The core of his artistic approach
Tino Sehgal works primarily with performance and live situations, often described as constructed encounters between interpreters and visitors. His pieces range from the solo voice of This is propaganda through choreographed duets and crowds to large-scale conversational structures like This Progress, which guides visitors through an unfolding dialogue. Across these formats, he consistently rejects documentation, insisting that the work exists only in the moment of its enactment and in the memories of participants.
Where the artist stands now
Tino Sehgal’s practice currently occupies a consolidated position in major museum collections, with ongoing relevance in debates about performance, value and the dematerialization of the art object.
Key facts on Tino Sehgal
- Artist: Tino Sehgal
- Medium / Genre: Performance and situation-based art
- Place(s) of practice: Based in Berlin with international institutional collaborations
- Active since: Late 1990s, with increased visibility from early 2000s museum projects
- Key work groups: This is propaganda, This Progress, participatory situations involving song, dance and conversation
- Current/last exhibition: Live situations presented in major museums, including past realizations of This is propaganda at Tate and This Progress at the Guggenheim
- Major collections: Tate (London), Solomon R. Guggenheim Museum (New York)
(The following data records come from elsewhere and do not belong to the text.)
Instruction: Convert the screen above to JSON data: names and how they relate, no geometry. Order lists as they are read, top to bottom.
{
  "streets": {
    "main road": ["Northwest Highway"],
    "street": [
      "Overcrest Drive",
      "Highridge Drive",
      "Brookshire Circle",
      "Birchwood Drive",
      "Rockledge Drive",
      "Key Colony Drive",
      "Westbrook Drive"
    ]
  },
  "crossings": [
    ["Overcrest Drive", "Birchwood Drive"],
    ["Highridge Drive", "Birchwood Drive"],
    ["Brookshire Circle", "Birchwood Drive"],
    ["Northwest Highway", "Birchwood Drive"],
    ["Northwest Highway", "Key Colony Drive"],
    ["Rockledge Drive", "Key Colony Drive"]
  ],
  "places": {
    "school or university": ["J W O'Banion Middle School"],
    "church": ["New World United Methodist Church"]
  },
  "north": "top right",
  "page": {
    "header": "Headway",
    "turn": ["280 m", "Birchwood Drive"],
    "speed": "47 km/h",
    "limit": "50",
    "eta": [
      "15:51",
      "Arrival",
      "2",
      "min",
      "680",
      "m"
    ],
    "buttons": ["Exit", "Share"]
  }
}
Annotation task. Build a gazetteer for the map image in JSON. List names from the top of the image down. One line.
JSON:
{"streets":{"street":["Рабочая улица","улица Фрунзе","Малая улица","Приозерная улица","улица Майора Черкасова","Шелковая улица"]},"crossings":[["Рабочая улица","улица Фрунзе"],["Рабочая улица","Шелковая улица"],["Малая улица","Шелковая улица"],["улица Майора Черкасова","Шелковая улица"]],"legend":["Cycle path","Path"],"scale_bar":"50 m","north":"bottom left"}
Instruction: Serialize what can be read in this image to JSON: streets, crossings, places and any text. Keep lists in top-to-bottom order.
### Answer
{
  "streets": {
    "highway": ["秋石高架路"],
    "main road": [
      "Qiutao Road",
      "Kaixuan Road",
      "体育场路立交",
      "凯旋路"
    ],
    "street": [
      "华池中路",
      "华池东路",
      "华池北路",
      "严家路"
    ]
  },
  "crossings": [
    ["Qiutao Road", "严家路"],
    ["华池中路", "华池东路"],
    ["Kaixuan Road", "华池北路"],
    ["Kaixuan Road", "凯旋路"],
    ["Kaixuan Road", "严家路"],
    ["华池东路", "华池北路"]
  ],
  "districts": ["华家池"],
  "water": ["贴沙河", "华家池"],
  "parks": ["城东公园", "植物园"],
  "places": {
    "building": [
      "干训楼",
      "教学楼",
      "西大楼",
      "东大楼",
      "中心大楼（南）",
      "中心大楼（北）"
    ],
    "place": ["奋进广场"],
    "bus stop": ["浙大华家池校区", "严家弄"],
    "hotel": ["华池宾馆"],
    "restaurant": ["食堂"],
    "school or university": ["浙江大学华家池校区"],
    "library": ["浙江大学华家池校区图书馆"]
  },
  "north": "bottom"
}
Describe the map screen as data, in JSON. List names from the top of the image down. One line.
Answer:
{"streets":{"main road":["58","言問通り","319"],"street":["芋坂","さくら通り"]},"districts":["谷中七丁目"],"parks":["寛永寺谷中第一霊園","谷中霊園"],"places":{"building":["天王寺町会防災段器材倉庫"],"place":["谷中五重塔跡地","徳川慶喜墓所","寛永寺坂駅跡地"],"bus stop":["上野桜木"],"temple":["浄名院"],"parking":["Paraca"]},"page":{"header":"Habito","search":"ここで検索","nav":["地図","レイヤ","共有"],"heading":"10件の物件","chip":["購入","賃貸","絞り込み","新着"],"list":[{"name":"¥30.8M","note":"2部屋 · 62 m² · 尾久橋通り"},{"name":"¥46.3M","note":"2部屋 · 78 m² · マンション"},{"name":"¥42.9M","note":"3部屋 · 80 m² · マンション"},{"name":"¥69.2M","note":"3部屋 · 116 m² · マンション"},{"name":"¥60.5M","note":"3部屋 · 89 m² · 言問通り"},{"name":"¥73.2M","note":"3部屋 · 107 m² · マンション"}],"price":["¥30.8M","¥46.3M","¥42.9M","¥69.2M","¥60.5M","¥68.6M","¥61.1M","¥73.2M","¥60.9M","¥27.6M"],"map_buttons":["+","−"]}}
- Awards: Widely discussed in critical literature and institutional programs on performance and participatory art
- Next date: No newly announced institutional activation within the immediate 30-day horizon
Frequently asked questions about Tino Sehgal
How does Tino Sehgal sell his works without objects?
Tino Sehgal sells the rights to enact his situations through oral contracts and detailed verbal instructions, without written certificates or photographic documentation, as Tate describes for its acquisition of This is propaganda.
Which museums hold major works by Tino Sehgal?
Leading institutions such as Tate in London and the Solomon R. Guggenheim Museum in New York hold significant Sehgal works, including This is propaganda and This Progress, integrating them into their performance and contemporary art programs.
What makes Tino Sehgal’s market position distinctive?
His market stands out because value is tied to permissions and live enactment rather than objects. Museum acquisitions and commissions demonstrate strong institutional demand, while strict rules on documentation and resale discourage short-term speculation.
This article was produced with a.i. support and editorially reviewed. All statements without guarantee; auction results, exhibition dates and awards may change at short notice.